REFLEXION PERSONAL

UNA REFLEXION PERSONAL

Es difícil recoger en unas líneas las impresiones y emociones de un viaje personal a Cuba. Un viaje ya de por si estrictamente familiar y por lo tanto con múltiples manifestaciones e interpretaciones de sentimientos, no siempre los más puros, ni los más sinceros, influenciados por las reservas y criterios que la lejanía, diferencias de criterios u opiniones sobre las experiencias vividas, a la vez que diferencias de evolución o sensibilidad humana (espiritual y cultural).

Es entendible que personas, aun con las mismas bases genéticas, pertenecientes a un mismo árbol genealógico, posean diferentes formas de apreciar y reflejar sentimientos y, a la vez diferencias en sus apreciaciones y percepciones de la realidad socio-ecónomo-política global. Comprendo que es muy difícil de hermanar, sentimientos y valores, en quienes en unas u otras latitudes han desarrollado sus vidas, adquiridos hábitos y costumbres y, a la vez asentado conceptos básicos de la vida.

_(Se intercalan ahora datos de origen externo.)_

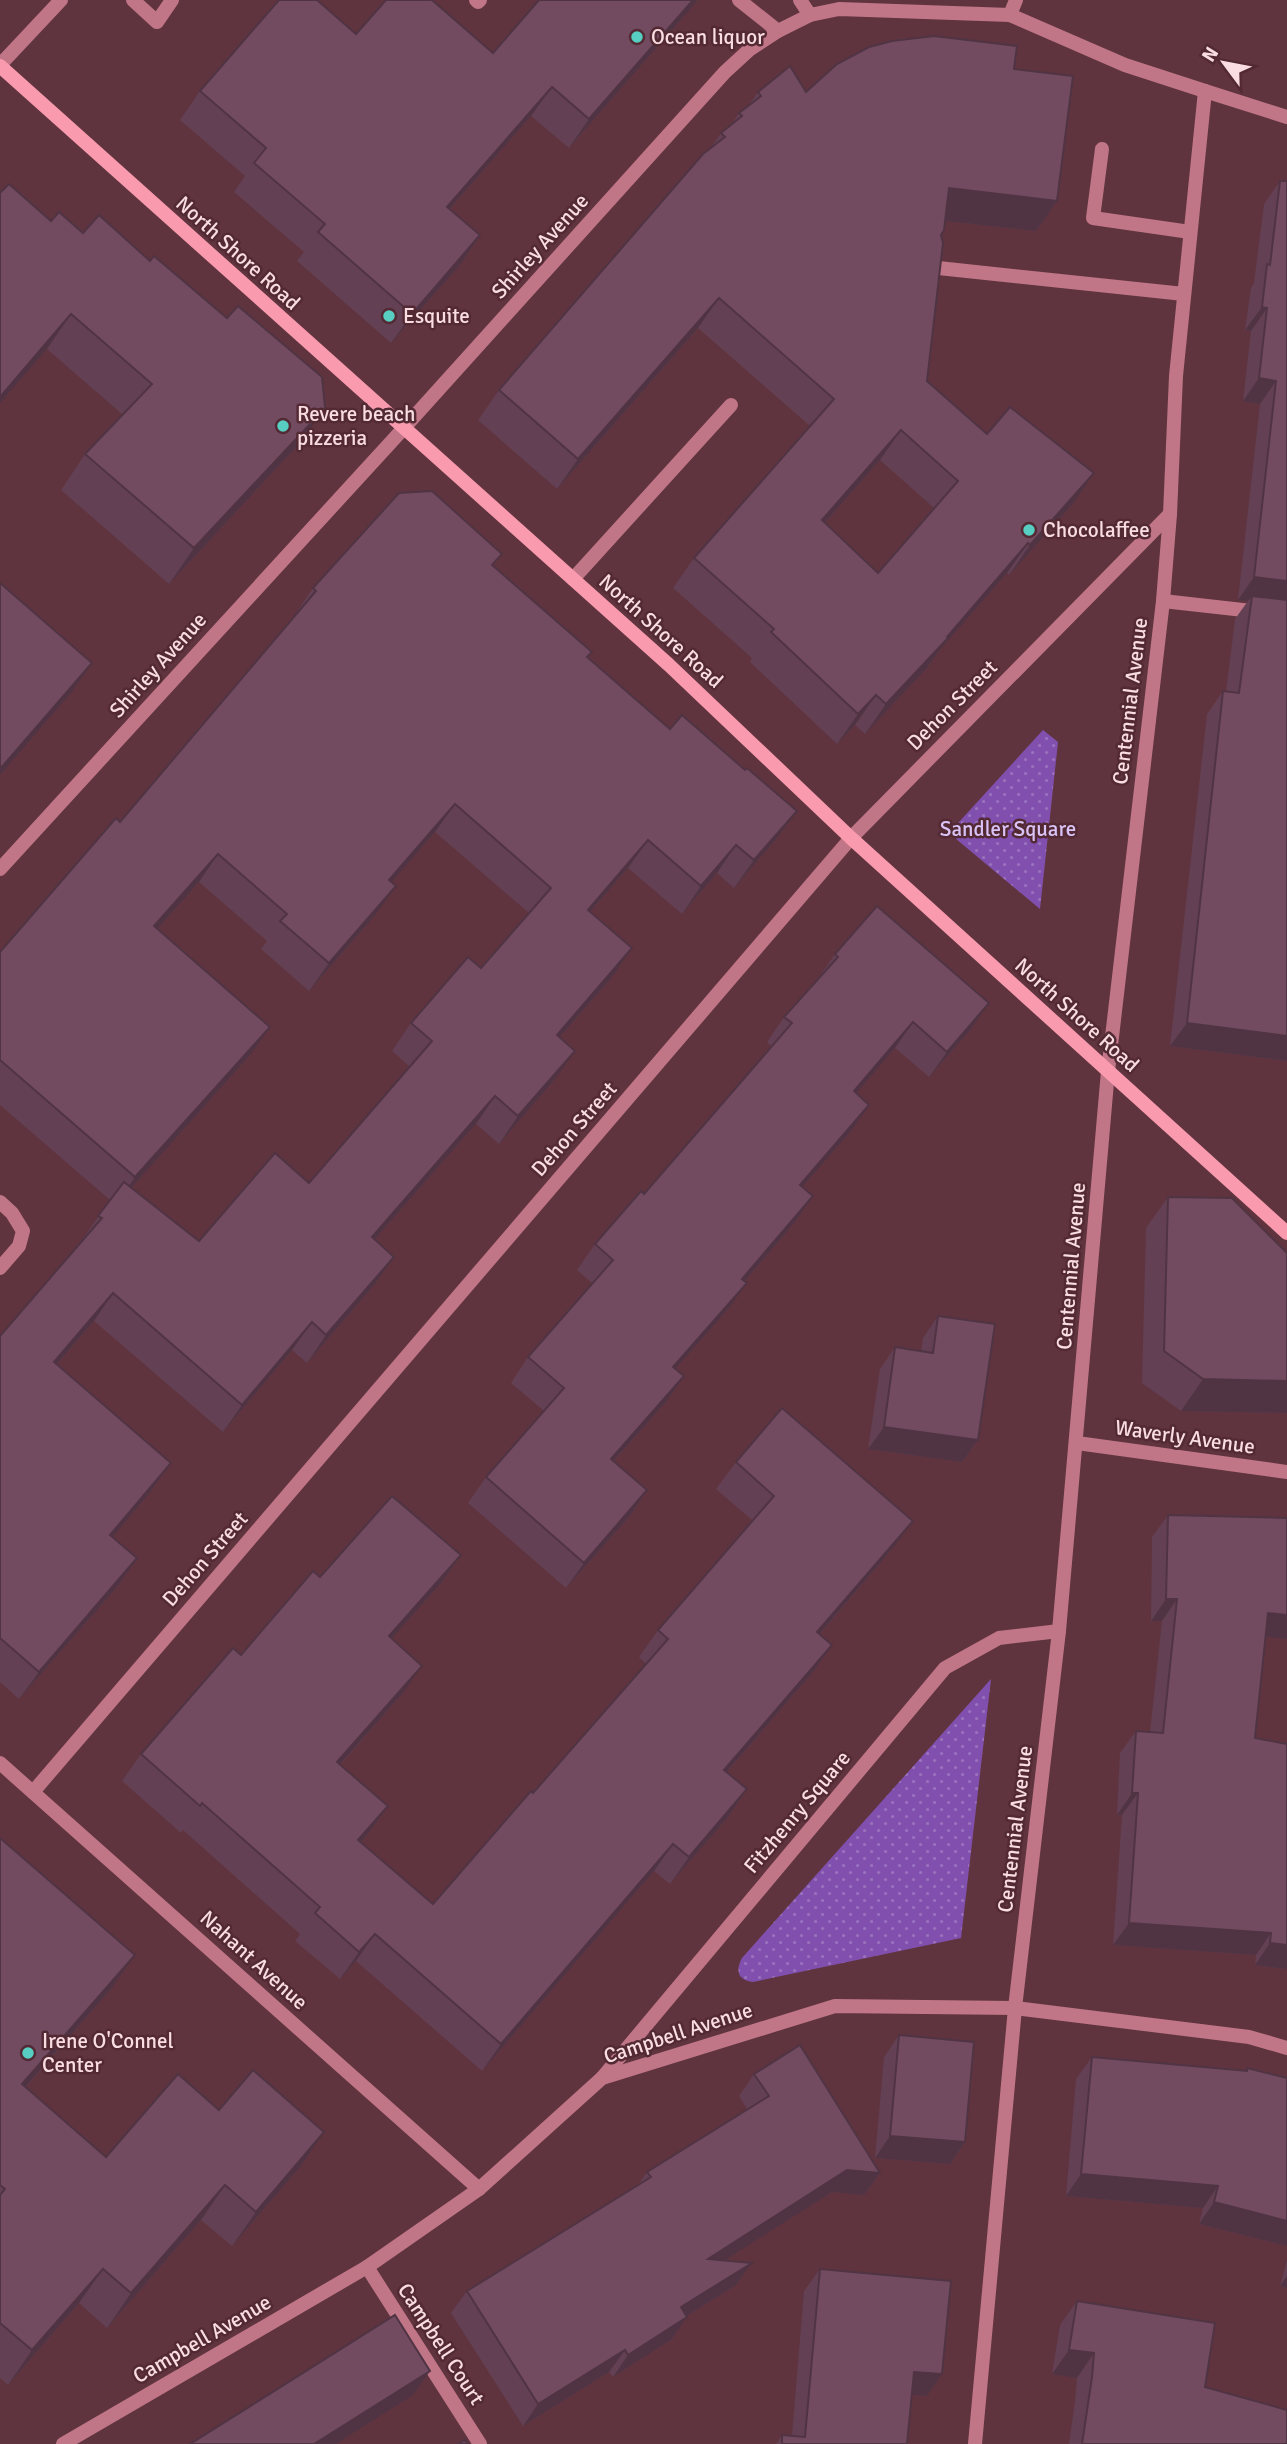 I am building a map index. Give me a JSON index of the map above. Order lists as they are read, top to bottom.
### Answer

Estas máximas que son válidas para TODOS los mortales, se acrecientan en los que hemos nacidos en la Perla del Caribe, por la cismática situación creada después de la Revolución de 1959. Unos la abrazaron y, otros la repudiaron, dividiendo en la práctica a familias enteras, que vieron desmembrarse a sus hijos y parientes. Cada una de las partes se aferró a su “verdad” y creyó que en ella se encerraba el Santo Grial y manipulado por intereses de ambos lados del estrecho de la Florida. Se enclaustraron o anquilosaron sentimientos y valores familiares que se habían forjado durante generaciones.

Hoy, cuando el tiempo ha situado en un más justo lugar esas diferencias y, las ha ajustado en dimensión y, los intercambios y contactos entre familiares de ambas orillas se han incrementado, aún persisten resquemores y “heridas” que no se han podido o querido sanar del TODO, o que poco se ha hecho para ello.

Los que hemos querido ejercitar el rescate de sentimientos y valores familiares. Los que hemos querido poner en práctica los principios cristianos propugnados en el evangelio, nos vemos en muchas ocasiones “agredidos” por ignorancia o la inercia de quienes no han avanzado lo suficiente en el camino de superar las desavenencias o los efectos de las heridas causadas. En definitiva, no han hecho mucho por sanar su vida desde el perdón y la FE, que es desde donde único se puede crecer y ser FELIZ.

La Biblia lo señala con muchos hitos: PERDONAR, BENEFICIA…. En Romanos 12:2,16, 21… nos lleva a reflexionar sobre la humildad y, a “no ser sabios en nuestras opiniones”, a rechazar el orgullo y a buscar la humildad en las relaciones con nuestros hermanos. “Dios resiste a los soberbios, y da gracia a los humildes…” (Stgo 4:6). No hay otro camino que, dejar abierto el corazón al perdón por vía de la oración.

He pretendido y pretendo, no con el éxito deseado, que mis acciones y actuaciones lleven a TODOS los que tienen mi misma sangre, por vía materna o paterna, al perdón de los posibles errores – de acción u omisión – que puedan haber cometido sus más cercanos o lejanos parientes. Pero no siempre la actitud es proclive a ello, y lo peor, más bien a lo contrario. Y si ello, en si es doloroso, peor es enmascarar en una apariencia de perdón unas actitudes y respuestas salidas de las heridas o de las discrepancias o desavenencias, de las huellas del error de una o de las dos partes.

Expresemos nuestros sentimientos con sinceridad, con respeto, sin hipócritas formas, sin resentimientos y con la máxima de sentirnos cristianos y ver a nuestros parientes como un HERMANO, así en mayúsculas, que es más que simbólicamente hermano por ser igualmente hijos de nuestro Padre, sino que Él nos puso en la misma línea sanguínea, para dotarnos adicionalmente de componentes genéticos que nos igualan en muchas de nuestras manifestaciones externas e internas y, así favorecer a cultivar ese Don.